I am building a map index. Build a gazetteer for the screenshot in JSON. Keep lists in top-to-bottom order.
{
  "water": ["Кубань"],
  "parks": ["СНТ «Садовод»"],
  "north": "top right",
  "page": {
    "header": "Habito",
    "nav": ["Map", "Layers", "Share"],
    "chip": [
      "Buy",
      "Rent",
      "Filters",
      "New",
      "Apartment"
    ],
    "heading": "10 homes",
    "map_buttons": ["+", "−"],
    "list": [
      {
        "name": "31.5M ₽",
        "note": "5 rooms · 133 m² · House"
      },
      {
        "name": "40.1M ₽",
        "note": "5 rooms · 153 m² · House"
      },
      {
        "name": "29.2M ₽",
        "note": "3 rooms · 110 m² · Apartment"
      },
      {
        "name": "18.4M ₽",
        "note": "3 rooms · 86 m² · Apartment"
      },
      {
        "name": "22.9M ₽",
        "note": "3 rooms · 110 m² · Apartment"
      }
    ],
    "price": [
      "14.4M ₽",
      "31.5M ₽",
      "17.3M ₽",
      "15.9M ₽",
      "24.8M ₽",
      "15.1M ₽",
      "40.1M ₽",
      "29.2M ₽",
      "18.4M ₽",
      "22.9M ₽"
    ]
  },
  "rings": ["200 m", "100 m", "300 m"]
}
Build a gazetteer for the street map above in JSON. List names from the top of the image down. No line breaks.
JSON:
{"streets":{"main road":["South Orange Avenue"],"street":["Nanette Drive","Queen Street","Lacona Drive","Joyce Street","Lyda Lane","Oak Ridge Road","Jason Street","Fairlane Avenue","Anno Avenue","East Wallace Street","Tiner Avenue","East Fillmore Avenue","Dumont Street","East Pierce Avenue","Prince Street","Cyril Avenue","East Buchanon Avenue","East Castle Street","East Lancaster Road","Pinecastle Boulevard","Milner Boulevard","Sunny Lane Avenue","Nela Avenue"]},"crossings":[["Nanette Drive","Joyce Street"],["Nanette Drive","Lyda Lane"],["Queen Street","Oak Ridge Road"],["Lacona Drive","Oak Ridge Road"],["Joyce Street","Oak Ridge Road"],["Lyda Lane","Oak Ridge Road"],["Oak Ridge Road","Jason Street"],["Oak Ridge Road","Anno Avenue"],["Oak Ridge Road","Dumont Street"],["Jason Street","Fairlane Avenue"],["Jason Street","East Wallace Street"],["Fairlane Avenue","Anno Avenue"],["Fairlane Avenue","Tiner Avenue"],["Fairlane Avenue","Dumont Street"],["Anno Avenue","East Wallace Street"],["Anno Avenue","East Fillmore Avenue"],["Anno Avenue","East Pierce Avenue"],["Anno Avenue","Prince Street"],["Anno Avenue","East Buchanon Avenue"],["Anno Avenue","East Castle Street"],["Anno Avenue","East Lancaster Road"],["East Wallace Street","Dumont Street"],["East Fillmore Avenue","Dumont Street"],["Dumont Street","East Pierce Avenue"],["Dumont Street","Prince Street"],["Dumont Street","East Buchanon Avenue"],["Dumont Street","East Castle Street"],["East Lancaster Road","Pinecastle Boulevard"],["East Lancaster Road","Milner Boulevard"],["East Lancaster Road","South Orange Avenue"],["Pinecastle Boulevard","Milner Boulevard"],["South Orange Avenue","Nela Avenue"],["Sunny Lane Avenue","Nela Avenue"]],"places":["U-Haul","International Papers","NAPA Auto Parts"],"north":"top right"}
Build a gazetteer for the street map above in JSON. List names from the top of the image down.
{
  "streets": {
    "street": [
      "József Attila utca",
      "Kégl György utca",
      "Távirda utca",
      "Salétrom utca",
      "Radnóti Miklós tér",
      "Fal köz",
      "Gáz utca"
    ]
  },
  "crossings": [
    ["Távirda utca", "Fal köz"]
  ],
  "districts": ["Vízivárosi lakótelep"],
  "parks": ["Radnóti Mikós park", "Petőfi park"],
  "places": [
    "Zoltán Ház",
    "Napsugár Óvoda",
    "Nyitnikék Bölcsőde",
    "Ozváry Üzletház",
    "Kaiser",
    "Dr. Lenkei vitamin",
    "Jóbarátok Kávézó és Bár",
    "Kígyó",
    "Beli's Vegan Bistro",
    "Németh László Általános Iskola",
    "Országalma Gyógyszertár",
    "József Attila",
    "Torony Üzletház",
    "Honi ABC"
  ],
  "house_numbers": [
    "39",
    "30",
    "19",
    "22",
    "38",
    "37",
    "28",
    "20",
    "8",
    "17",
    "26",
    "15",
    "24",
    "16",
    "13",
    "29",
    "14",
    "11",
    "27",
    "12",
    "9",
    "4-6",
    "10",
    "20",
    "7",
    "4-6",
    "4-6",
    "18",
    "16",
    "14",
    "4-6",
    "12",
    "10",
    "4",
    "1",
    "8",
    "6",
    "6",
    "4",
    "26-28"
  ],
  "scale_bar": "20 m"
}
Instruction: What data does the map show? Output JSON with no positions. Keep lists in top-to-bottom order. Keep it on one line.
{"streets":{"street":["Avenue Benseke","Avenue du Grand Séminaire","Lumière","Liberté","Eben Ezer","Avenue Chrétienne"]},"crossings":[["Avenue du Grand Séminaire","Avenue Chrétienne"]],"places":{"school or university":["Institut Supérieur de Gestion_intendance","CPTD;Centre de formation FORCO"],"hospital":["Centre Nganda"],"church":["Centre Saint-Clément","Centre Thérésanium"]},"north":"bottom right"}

•••

(Work order)
Every line of the listing should be printed again exactly.

(Task answer)
I am building a map index. Build a gazetteer for the screenshot in JSON. Keep lists in top-to-bottom order.
{
  "water": ["Кубань"],
  "parks": ["СНТ «Садовод»"],
  "north": "top right",
  "page": {
    "header": "Habito",
    "nav": ["Map", "Layers", "Share"],
    "chip": [
      "Buy",
      "Rent",
      "Filters",
      "New",
      "Apartment"
    ],
    "heading": "10 homes",
    "map_buttons": ["+", "−"],
    "list": [
      {
        "name": "31.5M ₽",
        "note": "5 rooms · 133 m² · House"
      },
      {
        "name": "40.1M ₽",
        "note": "5 rooms · 153 m² · House"
      },
      {
        "name": "29.2M ₽",
        "note": "3 rooms · 110 m² · Apartment"
      },
      {
        "name": "18.4M ₽",
        "note": "3 rooms · 86 m² · Apartment"
      },
      {
        "name": "22.9M ₽",
        "note": "3 rooms · 110 m² · Apartment"
      }
    ],
    "price": [
      "14.4M ₽",
      "31.5M ₽",
      "17.3M ₽",
      "15.9M ₽",
      "24.8M ₽",
      "15.1M ₽",
      "40.1M ₽",
      "29.2M ₽",
      "18.4M ₽",
      "22.9M ₽"
    ]
  },
  "rings": ["200 m", "100 m", "300 m"]
}
Build a gazetteer for the street map above in JSON. List names from the top of the image down. No line breaks.
JSON:
{"streets":{"main road":["South Orange Avenue"],"street":["Nanette Drive","Queen Street","Lacona Drive","Joyce Street","Lyda Lane","Oak Ridge Road","Jason Street","Fairlane Avenue","Anno Avenue","East Wallace Street","Tiner Avenue","East Fillmore Avenue","Dumont Street","East Pierce Avenue","Prince Street","Cyril Avenue","East Buchanon Avenue","East Castle Street","East Lancaster Road","Pinecastle Boulevard","Milner Boulevard","Sunny Lane Avenue","Nela Avenue"]},"crossings":[["Nanette Drive","Joyce Street"],["Nanette Drive","Lyda Lane"],["Queen Street","Oak Ridge Road"],["Lacona Drive","Oak Ridge Road"],["Joyce Street","Oak Ridge Road"],["Lyda Lane","Oak Ridge Road"],["Oak Ridge Road","Jason Street"],["Oak Ridge Road","Anno Avenue"],["Oak Ridge Road","Dumont Street"],["Jason Street","Fairlane Avenue"],["Jason Street","East Wallace Street"],["Fairlane Avenue","Anno Avenue"],["Fairlane Avenue","Tiner Avenue"],["Fairlane Avenue","Dumont Street"],["Anno Avenue","East Wallace Street"],["Anno Avenue","East Fillmore Avenue"],["Anno Avenue","East Pierce Avenue"],["Anno Avenue","Prince Street"],["Anno Avenue","East Buchanon Avenue"],["Anno Avenue","East Castle Street"],["Anno Avenue","East Lancaster Road"],["East Wallace Street","Dumont Street"],["East Fillmore Avenue","Dumont Street"],["Dumont Street","East Pierce Avenue"],["Dumont Street","Prince Street"],["Dumont Street","East Buchanon Avenue"],["Dumont Street","East Castle Street"],["East Lancaster Road","Pinecastle Boulevard"],["East Lancaster Road","Milner Boulevard"],["East Lancaster Road","South Orange Avenue"],["Pinecastle Boulevard","Milner Boulevard"],["South Orange Avenue","Nela Avenue"],["Sunny Lane Avenue","Nela Avenue"]],"places":["U-Haul","International Papers","NAPA Auto Parts"],"north":"top right"}
Build a gazetteer for the street map above in JSON. List names from the top of the image down.
{
  "streets": {
    "street": [
      "József Attila utca",
      "Kégl György utca",
      "Távirda utca",
      "Salétrom utca",
      "Radnóti Miklós tér",
      "Fal köz",
      "Gáz utca"
    ]
  },
  "crossings": [
    ["Távirda utca", "Fal köz"]
  ],
  "districts": ["Vízivárosi lakótelep"],
  "parks": ["Radnóti Mikós park", "Petőfi park"],
  "places": [
    "Zoltán Ház",
    "Napsugár Óvoda",
    "Nyitnikék Bölcsőde",
    "Ozváry Üzletház",
    "Kaiser",
    "Dr. Lenkei vitamin",
    "Jóbarátok Kávézó és Bár",
    "Kígyó",
    "Beli's Vegan Bistro",
    "Németh László Általános Iskola",
    "Országalma Gyógyszertár",
    "József Attila",
    "Torony Üzletház",
    "Honi ABC"
  ],
  "house_numbers": [
    "39",
    "30",
    "19",
    "22",
    "38",
    "37",
    "28",
    "20",
    "8",
    "17",
    "26",
    "15",
    "24",
    "16",
    "13",
    "29",
    "14",
    "11",
    "27",
    "12",
    "9",
    "4-6",
    "10",
    "20",
    "7",
    "4-6",
    "4-6",
    "18",
    "16",
    "14",
    "4-6",
    "12",
    "10",
    "4",
    "1",
    "8",
    "6",
    "6",
    "4",
    "26-28"
  ],
  "scale_bar": "20 m"
}
Instruction: What data does the map show? Output JSON with no positions. Keep lists in top-to-bottom order. Keep it on one line.
{"streets":{"street":["Avenue Benseke","Avenue du Grand Séminaire","Lumière","Liberté","Eben Ezer","Avenue Chrétienne"]},"crossings":[["Avenue du Grand Séminaire","Avenue Chrétienne"]],"places":{"school or university":["Institut Supérieur de Gestion_intendance","CPTD;Centre de formation FORCO"],"hospital":["Centre Nganda"],"church":["Centre Saint-Clément","Centre Thérésanium"]},"north":"bottom right"}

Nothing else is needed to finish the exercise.